_Exercise description:_
Give the records again in full, exactly as they appear, but without the pictures.

_Source material:_
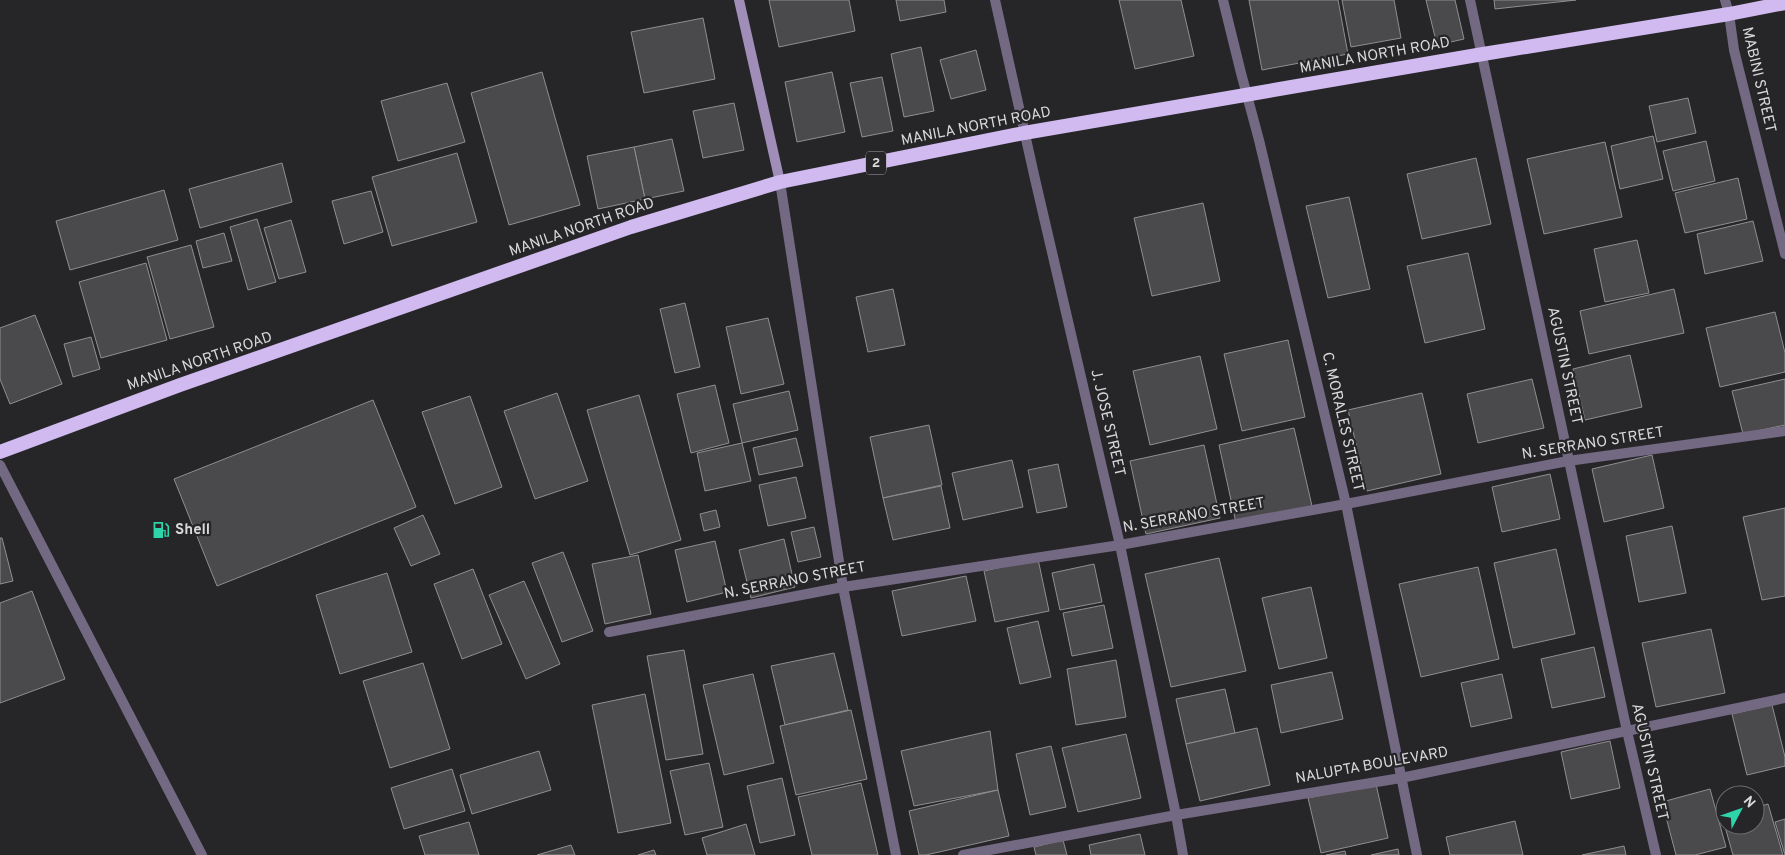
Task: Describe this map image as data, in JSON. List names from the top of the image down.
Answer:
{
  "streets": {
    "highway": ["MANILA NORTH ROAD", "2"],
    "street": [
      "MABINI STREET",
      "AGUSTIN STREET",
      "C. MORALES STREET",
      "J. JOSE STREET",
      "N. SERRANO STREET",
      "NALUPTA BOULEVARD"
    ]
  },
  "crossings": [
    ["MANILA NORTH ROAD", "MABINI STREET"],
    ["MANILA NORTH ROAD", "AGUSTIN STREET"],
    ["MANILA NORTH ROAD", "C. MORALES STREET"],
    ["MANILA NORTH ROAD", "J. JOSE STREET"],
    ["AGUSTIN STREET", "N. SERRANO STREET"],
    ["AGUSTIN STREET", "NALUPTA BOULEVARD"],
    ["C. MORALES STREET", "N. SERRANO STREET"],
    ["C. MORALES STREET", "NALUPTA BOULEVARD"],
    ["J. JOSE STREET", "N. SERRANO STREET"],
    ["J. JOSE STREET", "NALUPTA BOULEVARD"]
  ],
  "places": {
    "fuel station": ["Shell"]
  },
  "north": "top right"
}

_Exercise output:_
Task: Describe this map image as data, in JSON. List names from the top of the image down.
Answer:
{
  "streets": {
    "highway": ["MANILA NORTH ROAD", "2"],
    "street": [
      "MABINI STREET",
      "AGUSTIN STREET",
      "C. MORALES STREET",
      "J. JOSE STREET",
      "N. SERRANO STREET",
      "NALUPTA BOULEVARD"
    ]
  },
  "crossings": [
    ["MANILA NORTH ROAD", "MABINI STREET"],
    ["MANILA NORTH ROAD", "AGUSTIN STREET"],
    ["MANILA NORTH ROAD", "C. MORALES STREET"],
    ["MANILA NORTH ROAD", "J. JOSE STREET"],
    ["AGUSTIN STREET", "N. SERRANO STREET"],
    ["AGUSTIN STREET", "NALUPTA BOULEVARD"],
    ["C. MORALES STREET", "N. SERRANO STREET"],
    ["C. MORALES STREET", "NALUPTA BOULEVARD"],
    ["J. JOSE STREET", "N. SERRANO STREET"],
    ["J. JOSE STREET", "NALUPTA BOULEVARD"]
  ],
  "places": {
    "fuel station": ["Shell"]
  },
  "north": "top right"
}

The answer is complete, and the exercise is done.